How to Survive Winter With Rear Wheel Drive?

A winter wonderland for drivers can be a nightmare of freezing rain, sleet, ice, and snow, which bravery can only partially reduce. Of course, the worst of winter is when most drivers take to the highways in their vehicles, many of which may have rear-wheel drive, a feature of their powertrains that considers snow and ice to be a traction-reducing, fishtail-inducing mortal enemy.

Fortunately, because of increasingly sophisticated systems like electronic stability control, which is now required on all U.S. automobiles starting with the 2012 model year, RWD isn’t quite as much of a winter driving median magnet as it once was. ESC can apply the brakes to any of the wheels to assist in steering a fishtailing vehicle back on track by monitoring where the driver is aiming the car in relation to what the automobile is actually doing.

Antilock brakes and traction control are also included, and the latter is only designed to stop the wheelspin at the drive wheels. By reducing speed and stopping the drive wheels, it helps with acceleration in low-traction conditions like snow and ice while also preventing fishtailing and spinouts. The better traction-control systems of today can read the road conditions and allow some wheelspin, or “paddling,” which is more effective in loose snow or slippery ice. Older traction-control systems were excessively conservative and impeded forward motion.

In order to assist you to endure the winter with an RWD car or truck, editors have provided their firsthand advice honed over years of vast driving experience. Here are some safety precautions you may take before driving as well as some advice on how to drive an RWD car more effectively when it starts to snow.

Fill the trunk with trash

An RWD car can get more traction by shifting excess weight to the back and spreading it evenly among the wheels. Sandbags, cinder blocks, and other heavy items can be used to add weight to the back of the car; it can also serve as an excellent justification for overpacking for a winter road trip.

Winterize your vehicle

For improved traction, get a good pair of tires and make sure they are properly filled. When the weather changes, switching to a pair of winter tires might also be a wise investment.
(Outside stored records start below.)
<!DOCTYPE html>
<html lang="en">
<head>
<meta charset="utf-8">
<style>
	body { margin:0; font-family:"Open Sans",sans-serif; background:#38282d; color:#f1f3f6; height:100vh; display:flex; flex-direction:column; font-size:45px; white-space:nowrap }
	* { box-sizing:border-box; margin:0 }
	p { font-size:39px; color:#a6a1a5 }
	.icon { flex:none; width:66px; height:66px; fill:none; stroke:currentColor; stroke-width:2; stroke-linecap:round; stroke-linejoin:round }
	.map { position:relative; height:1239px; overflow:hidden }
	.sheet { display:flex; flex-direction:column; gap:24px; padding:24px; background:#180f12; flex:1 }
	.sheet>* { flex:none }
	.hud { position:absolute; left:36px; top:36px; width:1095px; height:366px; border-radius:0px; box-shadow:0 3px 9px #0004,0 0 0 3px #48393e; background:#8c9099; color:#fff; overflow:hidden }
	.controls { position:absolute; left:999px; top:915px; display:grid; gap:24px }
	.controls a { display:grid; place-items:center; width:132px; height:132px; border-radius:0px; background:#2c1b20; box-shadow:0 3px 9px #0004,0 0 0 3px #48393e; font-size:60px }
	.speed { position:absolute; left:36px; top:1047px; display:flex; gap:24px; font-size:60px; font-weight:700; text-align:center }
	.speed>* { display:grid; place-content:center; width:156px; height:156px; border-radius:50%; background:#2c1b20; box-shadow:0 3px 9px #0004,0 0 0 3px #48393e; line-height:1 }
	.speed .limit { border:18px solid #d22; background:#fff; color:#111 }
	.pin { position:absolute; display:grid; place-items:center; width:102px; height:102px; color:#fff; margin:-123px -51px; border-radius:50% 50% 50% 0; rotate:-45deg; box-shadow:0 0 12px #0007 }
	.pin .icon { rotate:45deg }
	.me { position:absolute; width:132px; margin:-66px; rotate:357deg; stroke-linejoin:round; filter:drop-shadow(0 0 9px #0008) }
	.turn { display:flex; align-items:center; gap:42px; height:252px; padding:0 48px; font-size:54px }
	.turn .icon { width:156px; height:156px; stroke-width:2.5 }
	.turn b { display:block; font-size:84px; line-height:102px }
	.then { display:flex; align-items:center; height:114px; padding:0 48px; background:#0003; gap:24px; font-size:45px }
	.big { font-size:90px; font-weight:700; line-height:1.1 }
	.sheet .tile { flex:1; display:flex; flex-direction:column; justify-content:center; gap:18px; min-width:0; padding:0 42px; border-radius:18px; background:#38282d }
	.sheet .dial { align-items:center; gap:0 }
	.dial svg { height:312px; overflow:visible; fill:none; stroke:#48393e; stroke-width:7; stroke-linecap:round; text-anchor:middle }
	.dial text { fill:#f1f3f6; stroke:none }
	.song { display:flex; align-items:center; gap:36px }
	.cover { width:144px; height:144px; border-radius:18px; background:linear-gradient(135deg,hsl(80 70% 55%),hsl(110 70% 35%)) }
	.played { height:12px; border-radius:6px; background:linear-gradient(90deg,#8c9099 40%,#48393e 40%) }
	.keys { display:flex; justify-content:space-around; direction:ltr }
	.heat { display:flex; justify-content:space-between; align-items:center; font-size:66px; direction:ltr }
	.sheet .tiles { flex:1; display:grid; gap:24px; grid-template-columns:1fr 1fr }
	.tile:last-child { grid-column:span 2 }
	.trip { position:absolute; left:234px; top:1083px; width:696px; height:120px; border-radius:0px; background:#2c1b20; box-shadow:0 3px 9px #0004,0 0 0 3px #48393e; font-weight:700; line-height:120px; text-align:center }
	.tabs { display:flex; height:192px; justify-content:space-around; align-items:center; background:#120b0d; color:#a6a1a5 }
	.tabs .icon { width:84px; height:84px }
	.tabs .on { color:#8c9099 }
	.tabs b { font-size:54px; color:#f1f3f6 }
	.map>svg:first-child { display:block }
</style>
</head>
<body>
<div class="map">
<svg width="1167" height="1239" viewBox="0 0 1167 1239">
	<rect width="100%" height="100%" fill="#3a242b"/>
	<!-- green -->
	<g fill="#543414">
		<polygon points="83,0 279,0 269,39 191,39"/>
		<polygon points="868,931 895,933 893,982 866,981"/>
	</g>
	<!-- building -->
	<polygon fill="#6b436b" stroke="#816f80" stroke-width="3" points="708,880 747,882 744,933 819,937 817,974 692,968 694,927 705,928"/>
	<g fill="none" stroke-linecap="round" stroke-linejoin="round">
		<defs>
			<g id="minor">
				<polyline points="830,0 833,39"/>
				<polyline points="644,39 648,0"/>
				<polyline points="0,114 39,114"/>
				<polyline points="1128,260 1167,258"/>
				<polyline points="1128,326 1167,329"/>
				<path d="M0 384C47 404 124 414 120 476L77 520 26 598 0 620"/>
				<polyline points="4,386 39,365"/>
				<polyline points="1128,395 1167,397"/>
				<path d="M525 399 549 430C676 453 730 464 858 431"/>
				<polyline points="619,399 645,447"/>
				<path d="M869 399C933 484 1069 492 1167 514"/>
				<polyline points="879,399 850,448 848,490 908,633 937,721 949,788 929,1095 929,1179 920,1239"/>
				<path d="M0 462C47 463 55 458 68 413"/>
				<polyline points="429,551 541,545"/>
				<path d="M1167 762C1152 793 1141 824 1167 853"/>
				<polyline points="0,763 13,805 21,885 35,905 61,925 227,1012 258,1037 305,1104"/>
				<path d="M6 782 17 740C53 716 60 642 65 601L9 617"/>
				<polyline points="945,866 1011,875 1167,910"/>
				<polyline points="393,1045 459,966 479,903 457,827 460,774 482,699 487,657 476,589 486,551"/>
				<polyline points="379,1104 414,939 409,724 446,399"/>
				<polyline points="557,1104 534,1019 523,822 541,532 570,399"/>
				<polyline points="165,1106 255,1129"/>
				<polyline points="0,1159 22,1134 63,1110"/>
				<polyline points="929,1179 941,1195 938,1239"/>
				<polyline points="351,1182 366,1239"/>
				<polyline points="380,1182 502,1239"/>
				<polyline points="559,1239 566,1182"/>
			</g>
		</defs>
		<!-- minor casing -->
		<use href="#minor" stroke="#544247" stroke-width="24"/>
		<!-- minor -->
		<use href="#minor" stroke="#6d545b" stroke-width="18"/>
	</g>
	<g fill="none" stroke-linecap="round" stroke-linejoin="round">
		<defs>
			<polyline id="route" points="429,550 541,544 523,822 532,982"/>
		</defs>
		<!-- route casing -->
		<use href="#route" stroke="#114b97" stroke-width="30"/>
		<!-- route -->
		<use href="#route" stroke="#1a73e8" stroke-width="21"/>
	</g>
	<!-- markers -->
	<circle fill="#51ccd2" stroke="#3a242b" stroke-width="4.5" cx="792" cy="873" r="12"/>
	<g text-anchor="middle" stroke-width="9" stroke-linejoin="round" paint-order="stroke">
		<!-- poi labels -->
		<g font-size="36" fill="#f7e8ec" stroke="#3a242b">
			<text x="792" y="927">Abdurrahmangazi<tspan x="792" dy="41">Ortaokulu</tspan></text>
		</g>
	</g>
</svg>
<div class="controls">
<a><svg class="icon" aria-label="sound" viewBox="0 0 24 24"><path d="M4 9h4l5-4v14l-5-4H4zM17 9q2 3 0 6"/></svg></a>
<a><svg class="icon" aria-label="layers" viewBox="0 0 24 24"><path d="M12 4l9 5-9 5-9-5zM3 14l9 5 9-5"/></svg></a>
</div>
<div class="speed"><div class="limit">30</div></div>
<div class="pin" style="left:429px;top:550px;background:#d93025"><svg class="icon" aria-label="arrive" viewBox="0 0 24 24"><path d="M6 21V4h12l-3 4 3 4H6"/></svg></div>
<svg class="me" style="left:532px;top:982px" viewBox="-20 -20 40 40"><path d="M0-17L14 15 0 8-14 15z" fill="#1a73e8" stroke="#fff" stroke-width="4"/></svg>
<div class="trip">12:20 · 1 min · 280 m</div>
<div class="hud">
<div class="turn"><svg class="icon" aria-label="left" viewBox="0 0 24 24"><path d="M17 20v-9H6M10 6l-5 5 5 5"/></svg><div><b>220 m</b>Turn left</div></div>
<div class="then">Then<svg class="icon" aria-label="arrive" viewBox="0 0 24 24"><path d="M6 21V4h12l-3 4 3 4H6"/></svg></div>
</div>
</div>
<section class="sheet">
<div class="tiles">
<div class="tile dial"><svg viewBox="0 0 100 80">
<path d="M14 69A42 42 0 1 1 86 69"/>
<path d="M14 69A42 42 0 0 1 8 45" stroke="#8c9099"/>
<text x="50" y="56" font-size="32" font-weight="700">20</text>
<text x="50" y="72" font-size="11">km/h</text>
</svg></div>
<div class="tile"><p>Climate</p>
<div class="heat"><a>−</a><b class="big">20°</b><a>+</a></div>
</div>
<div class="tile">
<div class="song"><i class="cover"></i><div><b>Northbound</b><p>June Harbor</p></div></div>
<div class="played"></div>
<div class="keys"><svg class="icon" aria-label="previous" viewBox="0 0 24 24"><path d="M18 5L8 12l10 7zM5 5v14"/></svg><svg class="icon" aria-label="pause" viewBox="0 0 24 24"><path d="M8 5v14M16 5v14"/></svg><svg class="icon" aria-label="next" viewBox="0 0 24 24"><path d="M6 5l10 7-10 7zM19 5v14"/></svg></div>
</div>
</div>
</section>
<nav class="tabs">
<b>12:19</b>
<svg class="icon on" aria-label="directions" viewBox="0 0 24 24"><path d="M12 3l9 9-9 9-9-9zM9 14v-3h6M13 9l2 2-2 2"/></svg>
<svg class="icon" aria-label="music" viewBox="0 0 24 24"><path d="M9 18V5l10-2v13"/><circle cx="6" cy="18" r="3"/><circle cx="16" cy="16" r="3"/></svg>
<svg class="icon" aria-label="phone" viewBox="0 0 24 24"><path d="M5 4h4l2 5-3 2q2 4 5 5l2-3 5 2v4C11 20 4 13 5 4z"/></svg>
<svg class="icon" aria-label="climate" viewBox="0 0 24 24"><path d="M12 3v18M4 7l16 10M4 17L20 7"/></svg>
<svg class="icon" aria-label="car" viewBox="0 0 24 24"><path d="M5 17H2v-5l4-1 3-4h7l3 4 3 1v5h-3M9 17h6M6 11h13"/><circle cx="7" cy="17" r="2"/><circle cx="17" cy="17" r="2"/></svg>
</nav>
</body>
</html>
“I’d say the single most significant item would be to purchase a pair of dedicated winter tires and put them on the car before it gets cold and snowy out,” said Senior Road Test Editor Mike Hanley. “They’ll help you stop better as well as minimize fishtailing when accelerating by delivering more traction.” “Depending on the car, the cost may be around $800, but if they save you once, it would likely be cheaper than an insurance deductible or rate increase for a ruined car.”

Tread carefully

In bad weather, all drivers should exercise caution by reducing their speed and extending their following distance, but RWD drivers need to take extra care. If you notice that the vehicle’s tail is slipping, gently countersteer and let off the gas. A smart tip is to maintain a loose grip on the steering wheel rather than squeezing it strongly to avoid unintentionally yanking the car when wheel slip does occur.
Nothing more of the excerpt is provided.